Dalam kasus tumpeng di mana pun, bupati dan wabup tetaplah tamping alias mandor. Pekerja yang mengepalai pekerja lain. Dalam kasus tumpeng di Tompong, Bupati Yoseph Tote dan Wabup Andreas Agas adalah juga tamping. Sebagai tamping, apakah keduanya tampung keluh kesah warga Tompong? Ataukah tamping ini lebih suka tampung janji surga tukang tumpang?
Kita berharap, kedua tamping mau tampung aspirasi pemilik tumpeng di Tompong, dan tidak condong timpang ke tukang tumpang yang menginginkan tumpeng. Pemilik tumpeng mesti didengarkan. Sebagai orang-orang kecil, mereka seharusnya dilindungi dan dibela. Ini tugas tamping. Apalagi, dalam Kitab Suci, santo pelindung tamping ini orang kecil juga. Yoseph itu tukang kayu. Andreas itu nelayan. Keduanya kemudian jadi orang besar. Yosef bapa piara Yesus. Andreas rasul-Nya. Namun dalam kebesaran itu, keduanya tetap mengecilkan diri. Karena itu keduanya dihormati sebagai santo.
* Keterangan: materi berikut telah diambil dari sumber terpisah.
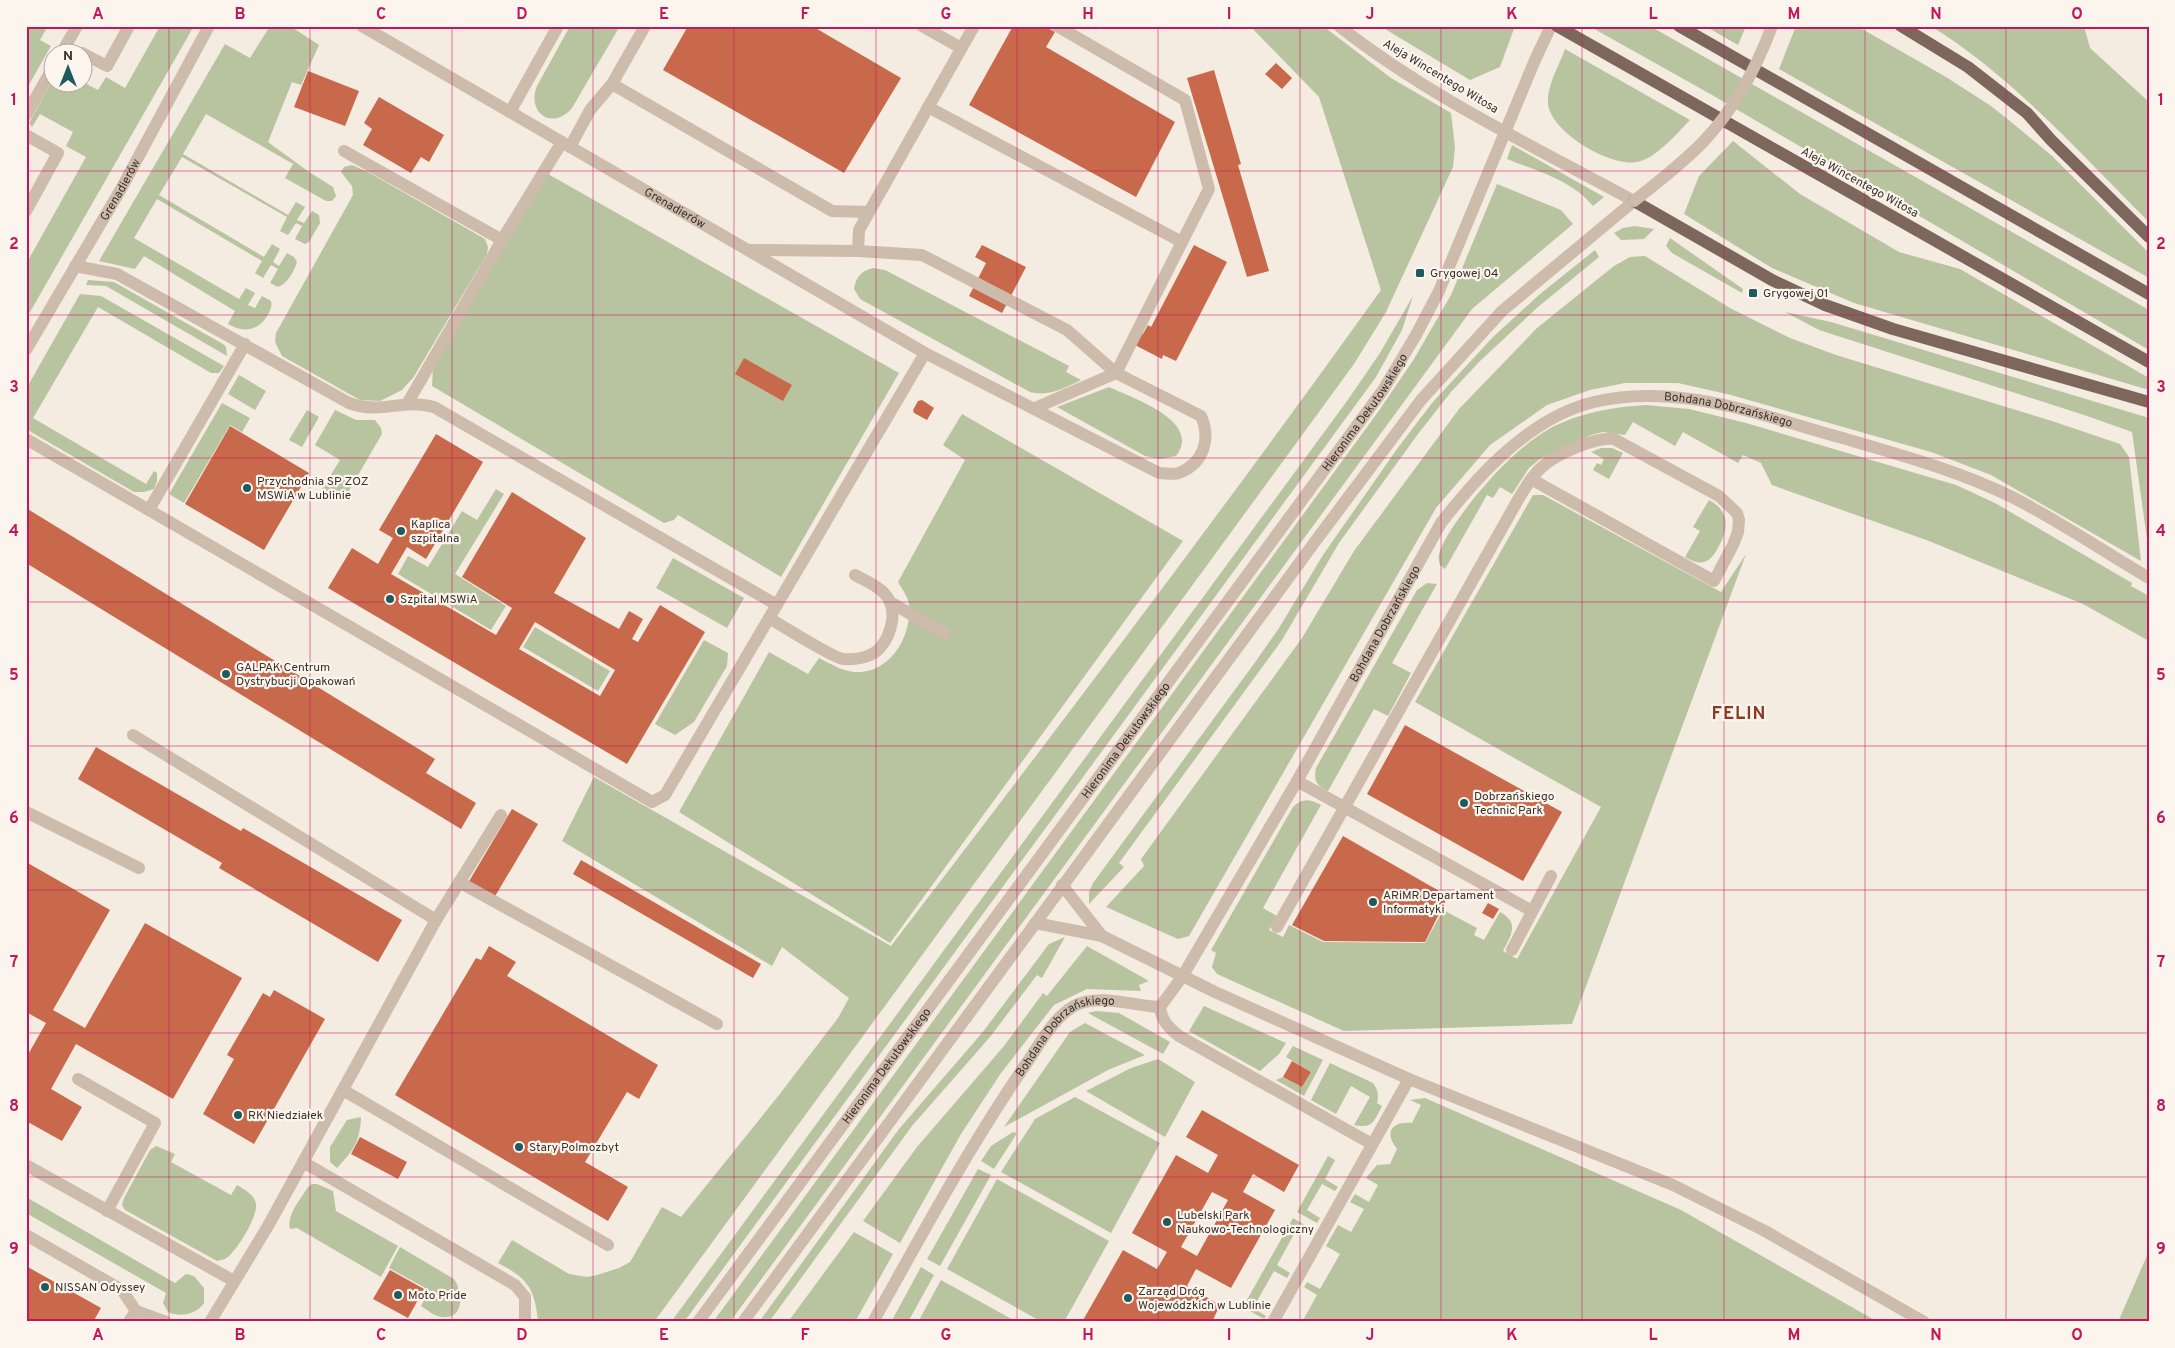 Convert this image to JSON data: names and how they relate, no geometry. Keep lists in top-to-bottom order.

Yang kita harapkan, Bupati Yoseph Tote memiliki hati seorang Santo Yosef. Wabup Andreas Agas memiliki hati seorang Santo Andreas. Harapan ini tidak berlebihan. Bukankah dalam pilkada lalu keduanya mengakronimkan nama mereka menjadi Yoga? Dalam tradisi Hindu, yoga adalah jalan mencapai samadhi: kesatuan dengan yang ilahi. Dan Yesus, anak piara si tukang kayu Yoseph, mengajarkan: bagaimana mungkin menyatu dengan yang ilahi kalau tidak menyatu dengan sesama, terutama orang-orang kecil.
Masyarakat Tompong. Itulah sesama. Orang-orang kecil. Ketika mereka dipaksa terima tambang, di manakah hati seorang Santo Yosef? Di manakah hati seorang Santo Andreas? Di mana pulakah spiritualitas Yoga? Semoga masih ada. Karena itu, mari dan lihatlah. Lihat keberpihakan Yoga di Tompong.